5 Marks of Maturity in Christian Leaders
This is a good place to think about maturity, because one of the goals of Christian leadership is to help others reach their full potential for service. We want to be at our best and we want those working with us to be at their best so that we can do our best work together and, if it’s God’s will, go on to greater challenges. This doesn’t mean that we “break” other people and “re-make” them in our own image, because we aren’t God, and our image—even our best image—doesn’t fit everybody. Instead, it means helping people to grow up and do their very best so they can move ahead in service. Maturing people know themselves, accept themselves, and are themselves in every situation. They don’t “play roles.” They are realistic about themselves and have no illusions about who they are or what they can do. They aren’t fooling themselves or trying to fool others, because maturity and humility go together.
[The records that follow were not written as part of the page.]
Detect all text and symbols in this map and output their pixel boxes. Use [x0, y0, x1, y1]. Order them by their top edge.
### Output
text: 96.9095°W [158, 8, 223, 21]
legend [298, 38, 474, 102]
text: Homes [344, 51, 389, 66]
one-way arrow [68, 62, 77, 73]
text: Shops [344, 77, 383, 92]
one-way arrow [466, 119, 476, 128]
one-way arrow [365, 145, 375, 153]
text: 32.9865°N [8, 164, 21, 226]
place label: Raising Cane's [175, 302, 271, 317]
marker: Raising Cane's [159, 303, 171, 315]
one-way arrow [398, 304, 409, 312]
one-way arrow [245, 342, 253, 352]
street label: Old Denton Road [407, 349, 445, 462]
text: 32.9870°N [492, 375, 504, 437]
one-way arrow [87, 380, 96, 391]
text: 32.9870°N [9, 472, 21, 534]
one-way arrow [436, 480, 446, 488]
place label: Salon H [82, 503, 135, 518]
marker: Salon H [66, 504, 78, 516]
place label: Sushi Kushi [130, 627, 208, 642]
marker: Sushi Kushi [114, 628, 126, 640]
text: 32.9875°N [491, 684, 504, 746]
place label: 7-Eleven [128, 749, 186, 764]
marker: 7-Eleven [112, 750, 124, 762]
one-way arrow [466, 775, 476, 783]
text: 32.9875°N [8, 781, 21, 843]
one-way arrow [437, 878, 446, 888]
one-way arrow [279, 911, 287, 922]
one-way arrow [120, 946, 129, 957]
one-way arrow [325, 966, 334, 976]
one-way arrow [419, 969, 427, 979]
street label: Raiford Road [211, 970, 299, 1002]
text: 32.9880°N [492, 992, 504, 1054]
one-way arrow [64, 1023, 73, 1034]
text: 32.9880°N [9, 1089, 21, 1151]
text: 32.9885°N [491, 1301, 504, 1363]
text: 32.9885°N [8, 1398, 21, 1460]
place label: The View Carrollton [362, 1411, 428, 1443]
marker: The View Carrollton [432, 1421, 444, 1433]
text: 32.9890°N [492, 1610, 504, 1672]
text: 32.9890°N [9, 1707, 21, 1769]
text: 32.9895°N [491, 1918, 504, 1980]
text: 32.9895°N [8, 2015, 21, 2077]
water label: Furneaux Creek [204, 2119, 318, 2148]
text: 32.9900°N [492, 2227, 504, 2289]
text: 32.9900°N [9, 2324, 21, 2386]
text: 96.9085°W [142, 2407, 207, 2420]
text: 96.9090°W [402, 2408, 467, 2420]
David wrote about this in Psalm 139. No matter how inept we may be in some things, each of us is still “fearfully and wonderfully made,” and we should all praise God for what we are and what we can do (Ps. 139:14). When God made us, He made no mistakes. When I was in grade school, it didn’t take me long to discover that I was not an athlete. (My two older brothers were accomplished athletes.) When you are the last one chosen for every team, and the team that ends up with you tries to give you to another team, you eventually get the message. I could run fast, so soccer was the only game I excelled in; but soccer wasn’t an official school sport in those days. In Indiana, where I grew up, basketball and football reigned supreme. So what did I do? For protection, I managed to have either a star football player or star basketball player as a locker partner, and I managed to bungle my way on the field or in the gym, staying out of trouble. My teammates approved; after all, they did want to win the game. But when it came to academics, writing for the school paper, making speeches for the student government, and even serving as a substitute when a teacher was absent, I was in my element. In those days schools awarded letters only for athletics, not academics, but I didn’t mind. The entire experience helped me find myself and discover the work God wanted me to do.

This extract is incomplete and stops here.